== Activity ==
Search the records below for "M2,692C133,698 265,705 396,703C534,700". Return that line and all remaining lines exactly.

· · · · ·

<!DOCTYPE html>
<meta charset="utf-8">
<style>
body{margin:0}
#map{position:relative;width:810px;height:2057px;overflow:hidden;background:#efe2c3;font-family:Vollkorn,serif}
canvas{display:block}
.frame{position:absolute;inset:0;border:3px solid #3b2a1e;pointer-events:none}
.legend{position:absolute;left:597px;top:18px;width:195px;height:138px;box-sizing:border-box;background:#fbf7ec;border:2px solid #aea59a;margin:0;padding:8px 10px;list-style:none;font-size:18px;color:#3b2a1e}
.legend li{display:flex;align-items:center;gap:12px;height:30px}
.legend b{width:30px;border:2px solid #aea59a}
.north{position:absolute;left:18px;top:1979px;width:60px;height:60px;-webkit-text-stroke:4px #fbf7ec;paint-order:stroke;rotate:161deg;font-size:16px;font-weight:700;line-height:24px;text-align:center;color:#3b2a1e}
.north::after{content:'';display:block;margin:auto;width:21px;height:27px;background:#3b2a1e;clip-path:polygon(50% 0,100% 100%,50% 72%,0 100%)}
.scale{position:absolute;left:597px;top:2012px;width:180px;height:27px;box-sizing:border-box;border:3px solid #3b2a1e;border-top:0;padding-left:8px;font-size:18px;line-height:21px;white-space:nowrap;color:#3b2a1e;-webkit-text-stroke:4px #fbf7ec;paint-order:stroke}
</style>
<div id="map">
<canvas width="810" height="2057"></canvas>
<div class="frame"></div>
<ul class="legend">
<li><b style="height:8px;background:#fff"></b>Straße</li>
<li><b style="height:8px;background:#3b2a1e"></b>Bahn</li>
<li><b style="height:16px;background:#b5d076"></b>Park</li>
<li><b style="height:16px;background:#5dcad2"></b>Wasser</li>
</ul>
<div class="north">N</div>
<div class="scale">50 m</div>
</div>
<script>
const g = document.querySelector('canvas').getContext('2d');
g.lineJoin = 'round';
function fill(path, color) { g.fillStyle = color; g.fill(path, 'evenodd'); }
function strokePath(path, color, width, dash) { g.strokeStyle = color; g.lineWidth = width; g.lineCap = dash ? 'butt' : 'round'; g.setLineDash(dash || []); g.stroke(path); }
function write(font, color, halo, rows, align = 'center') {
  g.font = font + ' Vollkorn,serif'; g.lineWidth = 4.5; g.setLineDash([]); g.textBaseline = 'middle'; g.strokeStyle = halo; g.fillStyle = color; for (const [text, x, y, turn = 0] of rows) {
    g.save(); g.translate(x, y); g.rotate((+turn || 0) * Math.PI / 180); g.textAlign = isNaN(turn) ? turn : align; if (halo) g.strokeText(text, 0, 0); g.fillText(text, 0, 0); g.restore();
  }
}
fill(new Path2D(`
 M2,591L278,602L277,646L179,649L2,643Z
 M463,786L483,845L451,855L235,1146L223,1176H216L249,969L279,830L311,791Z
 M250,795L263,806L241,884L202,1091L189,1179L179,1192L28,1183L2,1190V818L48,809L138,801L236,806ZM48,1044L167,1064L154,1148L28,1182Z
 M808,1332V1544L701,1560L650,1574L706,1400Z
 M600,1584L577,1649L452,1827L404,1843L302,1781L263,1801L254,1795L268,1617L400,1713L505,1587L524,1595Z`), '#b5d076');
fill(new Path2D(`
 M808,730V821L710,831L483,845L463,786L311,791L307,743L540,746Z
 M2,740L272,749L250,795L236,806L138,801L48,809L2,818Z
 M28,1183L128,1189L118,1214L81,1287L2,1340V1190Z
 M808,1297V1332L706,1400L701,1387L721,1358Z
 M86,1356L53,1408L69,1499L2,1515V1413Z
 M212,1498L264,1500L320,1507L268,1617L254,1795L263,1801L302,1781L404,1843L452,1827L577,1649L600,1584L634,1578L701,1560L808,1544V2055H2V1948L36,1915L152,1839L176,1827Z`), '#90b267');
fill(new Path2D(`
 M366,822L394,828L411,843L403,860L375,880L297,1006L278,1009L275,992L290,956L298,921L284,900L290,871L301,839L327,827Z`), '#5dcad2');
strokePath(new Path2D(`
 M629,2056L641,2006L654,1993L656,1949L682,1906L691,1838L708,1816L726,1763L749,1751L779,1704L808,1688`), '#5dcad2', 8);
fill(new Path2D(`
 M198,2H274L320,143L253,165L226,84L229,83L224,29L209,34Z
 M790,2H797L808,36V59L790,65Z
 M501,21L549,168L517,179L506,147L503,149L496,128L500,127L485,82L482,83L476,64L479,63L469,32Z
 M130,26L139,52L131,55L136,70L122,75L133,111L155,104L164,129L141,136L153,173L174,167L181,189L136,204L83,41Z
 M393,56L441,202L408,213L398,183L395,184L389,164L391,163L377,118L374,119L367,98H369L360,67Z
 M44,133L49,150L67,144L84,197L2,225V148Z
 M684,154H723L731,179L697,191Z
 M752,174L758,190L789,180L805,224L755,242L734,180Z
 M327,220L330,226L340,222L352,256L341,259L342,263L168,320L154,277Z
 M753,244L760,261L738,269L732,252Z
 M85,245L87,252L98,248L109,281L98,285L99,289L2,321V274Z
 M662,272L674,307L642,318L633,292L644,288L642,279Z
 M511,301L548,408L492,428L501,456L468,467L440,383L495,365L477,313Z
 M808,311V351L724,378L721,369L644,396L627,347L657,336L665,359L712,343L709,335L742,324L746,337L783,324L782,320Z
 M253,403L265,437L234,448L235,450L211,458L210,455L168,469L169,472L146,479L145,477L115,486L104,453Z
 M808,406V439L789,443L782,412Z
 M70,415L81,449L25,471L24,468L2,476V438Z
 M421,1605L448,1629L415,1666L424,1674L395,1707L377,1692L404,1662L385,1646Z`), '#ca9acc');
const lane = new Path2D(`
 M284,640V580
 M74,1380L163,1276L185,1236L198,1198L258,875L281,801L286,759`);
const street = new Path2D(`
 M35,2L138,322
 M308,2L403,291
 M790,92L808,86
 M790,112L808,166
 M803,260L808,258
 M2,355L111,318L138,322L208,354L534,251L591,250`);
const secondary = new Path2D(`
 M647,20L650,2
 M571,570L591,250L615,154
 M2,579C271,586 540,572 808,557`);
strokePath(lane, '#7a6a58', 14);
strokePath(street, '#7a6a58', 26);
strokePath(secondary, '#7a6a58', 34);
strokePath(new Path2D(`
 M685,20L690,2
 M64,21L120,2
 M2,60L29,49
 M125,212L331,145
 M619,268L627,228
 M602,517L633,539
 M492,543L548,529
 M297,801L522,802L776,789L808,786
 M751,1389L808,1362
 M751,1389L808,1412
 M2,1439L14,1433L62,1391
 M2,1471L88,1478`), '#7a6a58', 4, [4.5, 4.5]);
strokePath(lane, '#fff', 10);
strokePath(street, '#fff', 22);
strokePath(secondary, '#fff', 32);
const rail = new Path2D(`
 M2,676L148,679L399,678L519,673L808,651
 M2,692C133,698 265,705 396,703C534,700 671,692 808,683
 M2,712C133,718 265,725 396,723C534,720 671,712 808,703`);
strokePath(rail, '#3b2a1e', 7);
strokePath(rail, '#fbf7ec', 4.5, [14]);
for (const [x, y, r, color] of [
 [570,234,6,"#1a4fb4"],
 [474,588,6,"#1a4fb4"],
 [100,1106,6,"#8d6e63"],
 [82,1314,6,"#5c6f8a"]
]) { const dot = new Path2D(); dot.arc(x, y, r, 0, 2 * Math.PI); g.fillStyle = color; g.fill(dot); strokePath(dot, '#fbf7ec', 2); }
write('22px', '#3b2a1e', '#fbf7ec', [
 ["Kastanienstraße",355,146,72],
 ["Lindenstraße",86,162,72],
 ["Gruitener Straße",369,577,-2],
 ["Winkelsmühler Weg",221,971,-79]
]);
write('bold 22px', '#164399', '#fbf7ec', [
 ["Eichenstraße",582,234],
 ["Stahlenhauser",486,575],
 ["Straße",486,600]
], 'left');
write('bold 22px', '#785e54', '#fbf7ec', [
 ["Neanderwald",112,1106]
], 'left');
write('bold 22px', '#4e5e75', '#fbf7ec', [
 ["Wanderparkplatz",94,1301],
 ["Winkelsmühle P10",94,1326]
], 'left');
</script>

· · · · ·

== Task result ==
 M2,692C133,698 265,705 396,703C534,700 671,692 808,683
 M2,712C133,718 265,725 396,723C534,720 671,712 808,703`);
strokePath(rail, '#3b2a1e', 7);
strokePath(rail, '#fbf7ec', 4.5, [14]);
for (const [x, y, r, color] of [
 [570,234,6,"#1a4fb4"],
 [474,588,6,"#1a4fb4"],
 [100,1106,6,"#8d6e63"],
 [82,1314,6,"#5c6f8a"]
]) { const dot = new Path2D(); dot.arc(x, y, r, 0, 2 * Math.PI); g.fillStyle = color; g.fill(dot); strokePath(dot, '#fbf7ec', 2); }
write('22px', '#3b2a1e', '#fbf7ec', [
 ["Kastanienstraße",355,146,72],
 ["Lindenstraße",86,162,72],
 ["Gruitener Straße",369,577,-2],
 ["Winkelsmühler Weg",221,971,-79]
]);
write('bold 22px', '#164399', '#fbf7ec', [
 ["Eichenstraße",582,234],
 ["Stahlenhauser",486,575],
 ["Straße",486,600]
], 'left');
write('bold 22px', '#785e54', '#fbf7ec', [
 ["Neanderwald",112,1106]
], 'left');
write('bold 22px', '#4e5e75', '#fbf7ec', [
 ["Wanderparkplatz",94,1301],
 ["Winkelsmühle P10",94,1326]
], 'left');
</script>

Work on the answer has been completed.